Data section
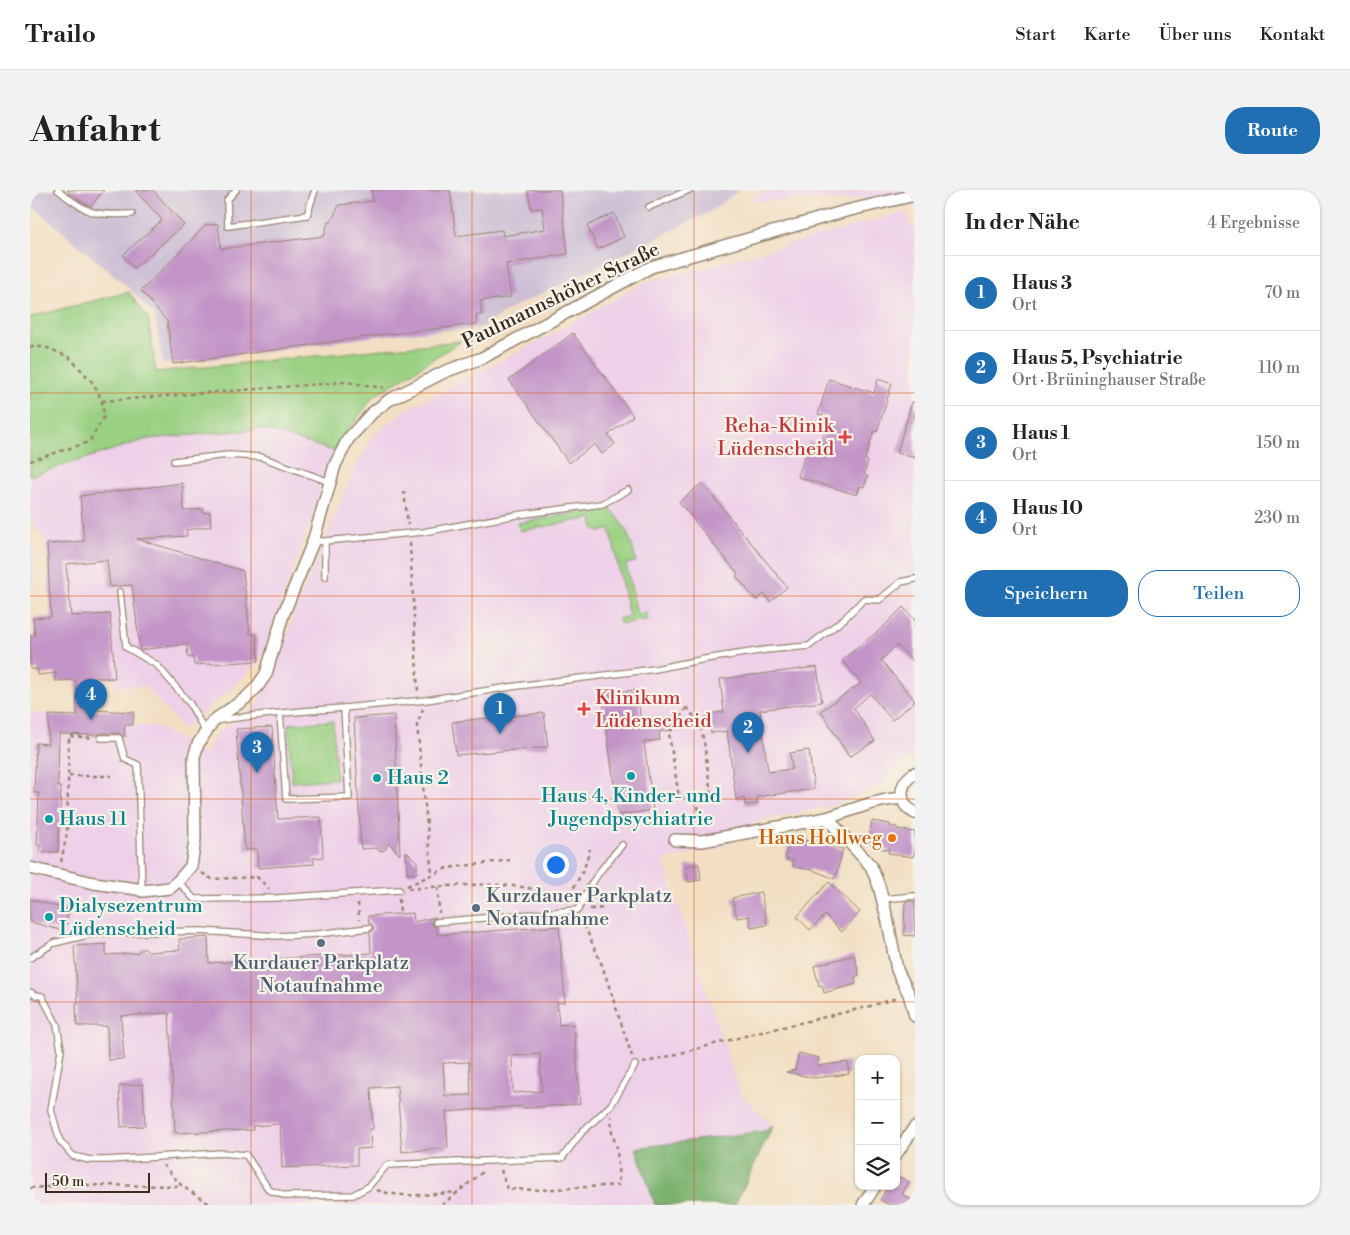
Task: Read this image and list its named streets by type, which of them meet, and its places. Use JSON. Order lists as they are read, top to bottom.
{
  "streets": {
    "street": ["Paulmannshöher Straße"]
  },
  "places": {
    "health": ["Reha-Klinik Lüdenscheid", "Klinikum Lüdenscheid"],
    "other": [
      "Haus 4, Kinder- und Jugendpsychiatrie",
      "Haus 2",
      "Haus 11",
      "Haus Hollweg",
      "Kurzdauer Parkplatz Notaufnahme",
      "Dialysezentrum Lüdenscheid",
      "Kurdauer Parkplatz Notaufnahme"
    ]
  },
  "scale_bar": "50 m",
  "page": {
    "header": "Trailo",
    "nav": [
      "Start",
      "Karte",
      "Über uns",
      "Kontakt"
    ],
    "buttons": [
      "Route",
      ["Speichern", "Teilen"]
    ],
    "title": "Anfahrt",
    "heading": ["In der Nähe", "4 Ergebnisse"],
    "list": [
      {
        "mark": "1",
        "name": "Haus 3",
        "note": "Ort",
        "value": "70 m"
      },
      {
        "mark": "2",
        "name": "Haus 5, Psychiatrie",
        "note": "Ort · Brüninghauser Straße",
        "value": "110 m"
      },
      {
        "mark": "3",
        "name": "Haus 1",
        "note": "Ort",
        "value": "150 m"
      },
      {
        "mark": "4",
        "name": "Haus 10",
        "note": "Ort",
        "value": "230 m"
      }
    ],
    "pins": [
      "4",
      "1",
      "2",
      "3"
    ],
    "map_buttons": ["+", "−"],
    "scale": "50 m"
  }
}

Task statement
Go through the entries above and copy out every line that includes the word "streets".

Output below
Task: Read this image and list its named streets by type, which of them meet, and its places. Use JSON. Order lists as they are read, top to bottom.
  "streets": {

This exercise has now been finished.